EXERCISE BRIEF:
Copy each line below that has "display".

Saved entries:
########################################

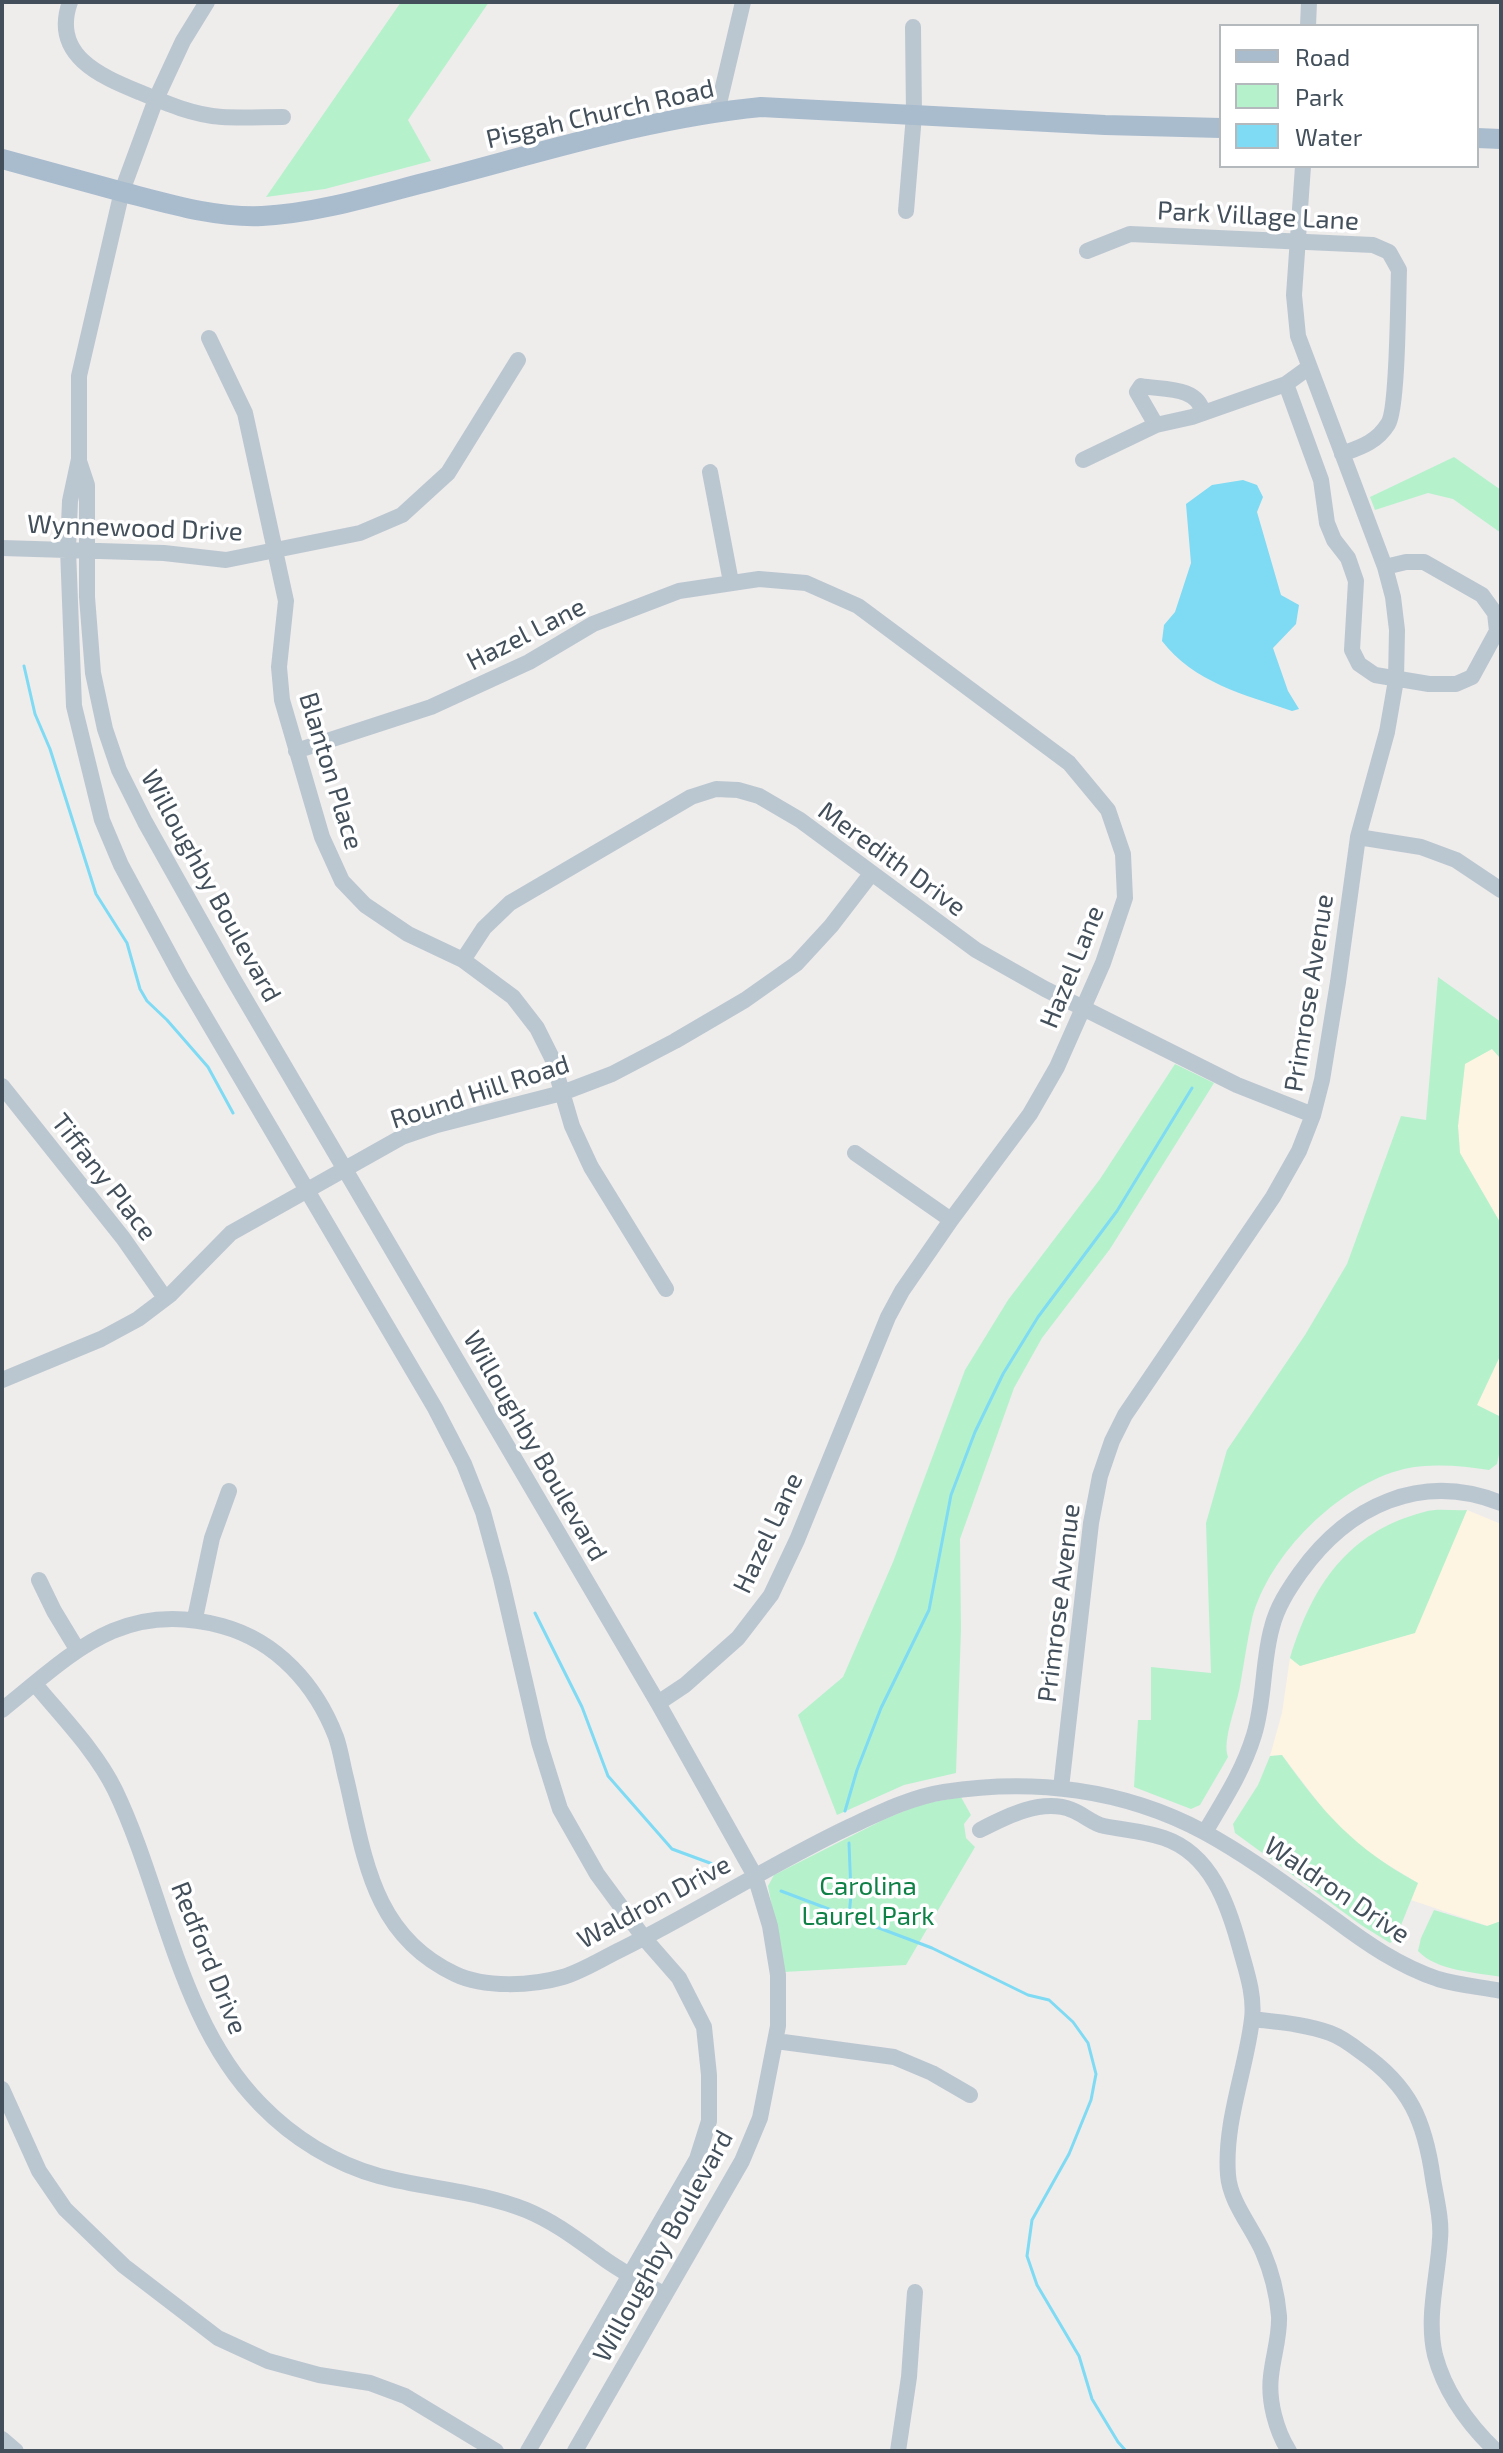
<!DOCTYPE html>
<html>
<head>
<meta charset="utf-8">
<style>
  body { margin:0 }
  #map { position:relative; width:1503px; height:2453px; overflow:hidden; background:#efecec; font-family:"Exo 2",sans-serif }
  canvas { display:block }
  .frame { position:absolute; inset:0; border:4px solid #43505b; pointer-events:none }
  .legend { position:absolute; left:1219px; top:24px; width:260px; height:144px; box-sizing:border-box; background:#fff; border:2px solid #b4b9bd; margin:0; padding:10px 14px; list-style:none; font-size:24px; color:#43505b }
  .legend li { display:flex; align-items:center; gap:16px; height:40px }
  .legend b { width:40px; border:2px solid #b4b9bd }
</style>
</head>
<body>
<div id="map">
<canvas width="1503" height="2453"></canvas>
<div class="frame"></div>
<ul class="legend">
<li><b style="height:10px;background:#a9bcce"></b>Road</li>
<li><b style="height:22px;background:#b5f2cc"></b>Park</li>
<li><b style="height:22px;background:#7edbf3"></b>Water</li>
</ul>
</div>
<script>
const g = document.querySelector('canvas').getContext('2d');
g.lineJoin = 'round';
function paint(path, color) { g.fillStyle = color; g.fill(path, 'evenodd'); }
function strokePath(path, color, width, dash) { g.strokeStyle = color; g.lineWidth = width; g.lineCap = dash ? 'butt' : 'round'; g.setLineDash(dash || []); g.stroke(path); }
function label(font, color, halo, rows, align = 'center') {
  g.font = font + ' "Exo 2",sans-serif'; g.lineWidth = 7; g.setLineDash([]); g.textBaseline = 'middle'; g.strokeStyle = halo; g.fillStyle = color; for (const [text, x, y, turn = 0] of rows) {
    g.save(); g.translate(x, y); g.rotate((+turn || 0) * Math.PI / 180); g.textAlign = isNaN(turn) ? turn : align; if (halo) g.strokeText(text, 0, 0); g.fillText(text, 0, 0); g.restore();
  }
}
paint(new Path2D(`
  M 1492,1049 L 1501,1059 L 1501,1224 L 1460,1153 L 1458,1126 L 1465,1063 Z
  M 1501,1354 L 1501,1417 L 1477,1405 Z
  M 1467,1510 L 1501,1524 L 1501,1921 L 1488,1926 L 1411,1900 L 1418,1883 L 1367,1852 L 1337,1827 L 1282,1755 L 1270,1756 L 1282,1713 L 1290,1658 L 1300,1666 L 1414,1633 Z`), '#fdf5e2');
paint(new Path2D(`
  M 401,2 L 489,2 L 408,120 L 431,161 L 325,189 L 266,197 Z
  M 1454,457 L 1501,490 L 1501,533 L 1453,499 L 1428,493 L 1375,510 L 1370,497 Z
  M 1438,977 L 1501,1022 L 1501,1059 L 1492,1049 L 1465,1064 L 1458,1126 L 1460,1153 L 1501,1224 L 1501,1354 L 1477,1405 L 1501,1417 L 1501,1445 L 1497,1464 L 1489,1470 C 1461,1466 1433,1463 1404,1469 C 1339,1485 1269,1554 1252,1619 C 1247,1641 1244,1664 1240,1686 C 1237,1705 1222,1740 1228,1757 L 1200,1805 L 1191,1809 L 1134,1787 L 1138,1720 L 1151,1720 L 1151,1667 L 1211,1673 L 1206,1523 L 1227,1450 L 1305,1335 L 1347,1264 L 1401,1116 L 1426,1120 Z
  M 1175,1064 L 1214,1083 L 1110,1249 L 1042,1338 L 1014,1388 L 960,1539 L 961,1630 L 956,1773 L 904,1785 L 837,1815 L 798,1715 L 843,1677 L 893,1562 L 965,1370 L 1008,1300 L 1100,1179 Z
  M 1467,1510 L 1415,1633 L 1300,1666 L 1290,1658 C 1312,1586 1347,1532 1424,1512 C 1437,1508 1453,1511 1467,1510 Z
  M 1282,1755 C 1325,1815 1353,1847 1418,1883 L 1395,1940 L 1390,1943 L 1361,1925 L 1235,1833 L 1233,1824 L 1258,1785 L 1270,1756 Z
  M 961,1797 L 971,1815 L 964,1824 L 966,1838 L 975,1847 L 906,1965 L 784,1972 L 768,1886 L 774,1875 L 885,1819 L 921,1804 Z
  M 1434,1910 L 1487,1926 L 1501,1921 L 1501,1977 C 1474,1972 1437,1971 1418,1951 L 1421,1938 Z`), '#b5f2cc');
paint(new Path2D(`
  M 1243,480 L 1257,485 L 1263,497 L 1257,512 L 1281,595 L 1299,605 L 1296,624 L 1273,648 L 1288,691 L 1299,709 L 1292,711 C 1245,695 1193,682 1162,641 L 1164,625 L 1175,612 L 1191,563 L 1186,504 L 1212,485 Z`), '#7edbf3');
strokePath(new Path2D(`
  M 24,666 L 35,714 L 50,749 L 96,894 L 127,943 L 140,989 L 147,1001 L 167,1020 L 208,1067 L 233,1113
  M 535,1613 L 582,1707 L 608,1776 L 672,1849 L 718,1866
  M 845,1811 L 857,1770 L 881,1708 L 929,1610 L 951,1495 L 975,1432 L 1003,1374 L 1038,1317 L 1117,1211 L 1192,1088
  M 781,1891 L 932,1948 L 1028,1995 L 1049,2000 L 1073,2022 L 1088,2043 L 1096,2074 L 1091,2100 L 1069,2154 L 1032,2220 L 1027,2256 L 1037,2285 L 1079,2356 L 1092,2399 L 1118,2442 L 1126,2451
  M 849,1917 L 851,1894 L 849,1843`), '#7edbf3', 3);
strokePath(new Path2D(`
  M 70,2 C 51,55 100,76 139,92 C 165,103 193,115 222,117 C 242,118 263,117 283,117
  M 207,2 L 183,41 L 156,99 L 122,191 L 79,376 L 79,459 L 70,501 L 68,549 L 74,706 L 102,820 L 121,865 L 181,976 L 435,1408 L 464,1464 L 483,1512 L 501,1578 L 539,1742 L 560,1809 L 597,1874 L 644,1938 L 679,1978 L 704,2027 L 709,2075 L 709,2121 L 697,2159 L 528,2451
  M 1308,26 L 1309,2
  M 717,112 L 743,2
  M 906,211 L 914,115 L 913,27
  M 1087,251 L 1130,234 L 1373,245 L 1389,252 L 1399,270 C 1398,296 1398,409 1388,424 C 1377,442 1361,447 1342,454
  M 209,338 L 245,413 L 286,601 L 279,667 L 282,700 L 322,837 L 342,881 L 365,905 L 408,934 L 463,960 L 513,997 L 537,1028 L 552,1058 L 572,1126 L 591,1167 L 666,1289
  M 1286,384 L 1321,480 L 1327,523 L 1334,540 L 1348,558 L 1356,581 L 1352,650 L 1359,664 L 1375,675 L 1429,684 L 1456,684 L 1472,677 L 1497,631 L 1495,613 L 1482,595 L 1424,562 L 1406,562 L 1385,567
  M 1156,425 L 1137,392 L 1141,386 C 1163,390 1198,386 1203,413
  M 1083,460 L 1156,425 L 1192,417 L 1286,384 L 1308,368
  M 79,461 L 87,485 L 87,597 L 93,673 L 105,729 L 119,770 L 145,822 L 232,977 L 658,1703 L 755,1876 L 770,1926 L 778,1975 L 778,2026 L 760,2118 L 742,2161 L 575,2451
  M 710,472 L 731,582
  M 2,548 L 164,553 L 226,560 L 360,533 L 402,515 L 448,473 L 518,360
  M 296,751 L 431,707 L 529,662 L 593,624 L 679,591 L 759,579 L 806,583 L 858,606 L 1069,763 L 1108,810 L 1123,854 L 1125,898 L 1103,963 L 1057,1067 L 1030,1114 L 951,1220 L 902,1291 L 888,1317 L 797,1540 L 771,1595 L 738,1638 L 685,1685 L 658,1703
  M 1358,837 L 1421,847 L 1456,860 L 1501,890
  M 463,960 L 484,928 L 510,903 L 691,797 L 716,789 L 738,790 L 759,796 L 800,820 L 976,950 L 1045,989 L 1237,1085 L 1313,1115
  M 2,1086 L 123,1238 L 165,1298
  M 855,1153 L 951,1220
  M 2,1380 L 101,1339 L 138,1319 L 171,1294 L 231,1233 L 402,1137 L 437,1125 L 562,1093 L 612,1074 L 675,1041 L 745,1000 L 796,964 L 831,926 L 871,874
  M 39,1580 L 54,1611 L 77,1649
  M 195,1618 L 212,1538 L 229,1491
  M 35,1684 C 62,1717 96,1751 115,1790 C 164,1892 179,2023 261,2105 C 293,2138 335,2164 379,2176 C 428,2189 478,2191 526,2210 C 555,2222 578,2240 603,2258 C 622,2272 644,2283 665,2295
  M 2,1710 C 73,1653 122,1599 222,1626 C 277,1641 316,1685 336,1737 C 341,1751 343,1768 347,1782 C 365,1860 374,1936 455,1974 C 484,1988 532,1986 563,1977 C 583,1971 603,1958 622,1949 C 699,1911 771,1864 849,1827 C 879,1813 911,1797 944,1792 C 1033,1778 1124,1789 1204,1832 C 1250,1857 1292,1889 1334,1919 C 1366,1943 1399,1966 1438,1979 C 1458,1985 1480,1987 1501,1991
  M 1061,1788 L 1091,1523 L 1100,1476 L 1112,1441 L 1125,1415 L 1273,1197 L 1299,1151 L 1313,1115 L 1322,1080 L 1338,982 L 1358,837 L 1387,732 L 1396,680 L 1397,630 L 1393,597 L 1385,567 L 1298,336 L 1294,295 L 1303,166
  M 980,1830 C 1007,1816 1042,1798 1072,1810 C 1083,1814 1093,1824 1104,1826 C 1124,1830 1144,1831 1164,1838 C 1211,1854 1228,1904 1240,1948 C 1246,1970 1255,1995 1252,2019 C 1246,2070 1224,2122 1228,2175 C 1230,2202 1252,2227 1263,2252 C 1272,2273 1277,2292 1279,2316 C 1280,2336 1273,2356 1271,2376 C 1268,2400 1276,2431 1289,2451
  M 1205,1832 C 1224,1800 1243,1771 1254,1735 C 1265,1700 1262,1662 1272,1627 C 1277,1607 1288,1590 1300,1573 C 1348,1506 1421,1471 1501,1503
  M 1252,2019 C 1277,2022 1306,2024 1330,2033 C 1341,2037 1352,2045 1361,2052 C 1410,2086 1425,2121 1433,2179 C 1436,2198 1442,2220 1440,2239 C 1438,2277 1426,2317 1435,2355 C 1445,2393 1468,2424 1496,2451
  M 776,2041 L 894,2057 L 932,2073 L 970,2095
  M 2,2089 L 39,2171 L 65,2209 L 124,2266 L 218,2338 L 268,2361 L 319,2375 L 370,2383 L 405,2396 L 496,2451
  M 2,2439 L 16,2451
  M 898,2451 L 909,2377 L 915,2292`), '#bbc7d0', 16);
strokePath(new Path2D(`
  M 1477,138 L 1501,139
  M 2,159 C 41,170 80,180 119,191 C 166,203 214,218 262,216 C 320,213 379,194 435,180 C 543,152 649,118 761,107 L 1105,125 L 1221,128`), '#a9bcce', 20);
label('26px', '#43505b', '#fff', [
  ["Pisgah Church Road",600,114,-13],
  ["Park Village Lane",1258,216,3],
  ["Wynnewood Drive",135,528,2],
  ["Hazel Lane",526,634,-27],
  ["Blanton Place",331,771,73],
  ["Meredith Drive",892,859,36],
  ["Willoughby Boulevard",211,886,61],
  ["Hazel Lane",1072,967,-68],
  ["Primrose Avenue",1309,993,-81],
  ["Round Hill Road",480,1092,-18],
  ["Tiffany Place",104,1177,52],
  ["Willoughby Boulevard",535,1446,60],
  ["Hazel Lane",768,1533,-65],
  ["Primrose Avenue",1059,1603,-83],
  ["Waldron Drive",1337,1890,34],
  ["Waldron Drive",654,1902,-28],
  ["Redford Drive",209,1958,68],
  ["Willoughby Boulevard",663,2246,-61]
]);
label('26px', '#0f8147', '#fff', [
  ["Carolina",868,1886],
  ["Laurel Park",868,1916]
]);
</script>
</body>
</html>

########################################

ANSWER TO THIS PROBLEM:
  canvas { display:block }
  .legend li { display:flex; align-items:center; gap:16px; height:40px }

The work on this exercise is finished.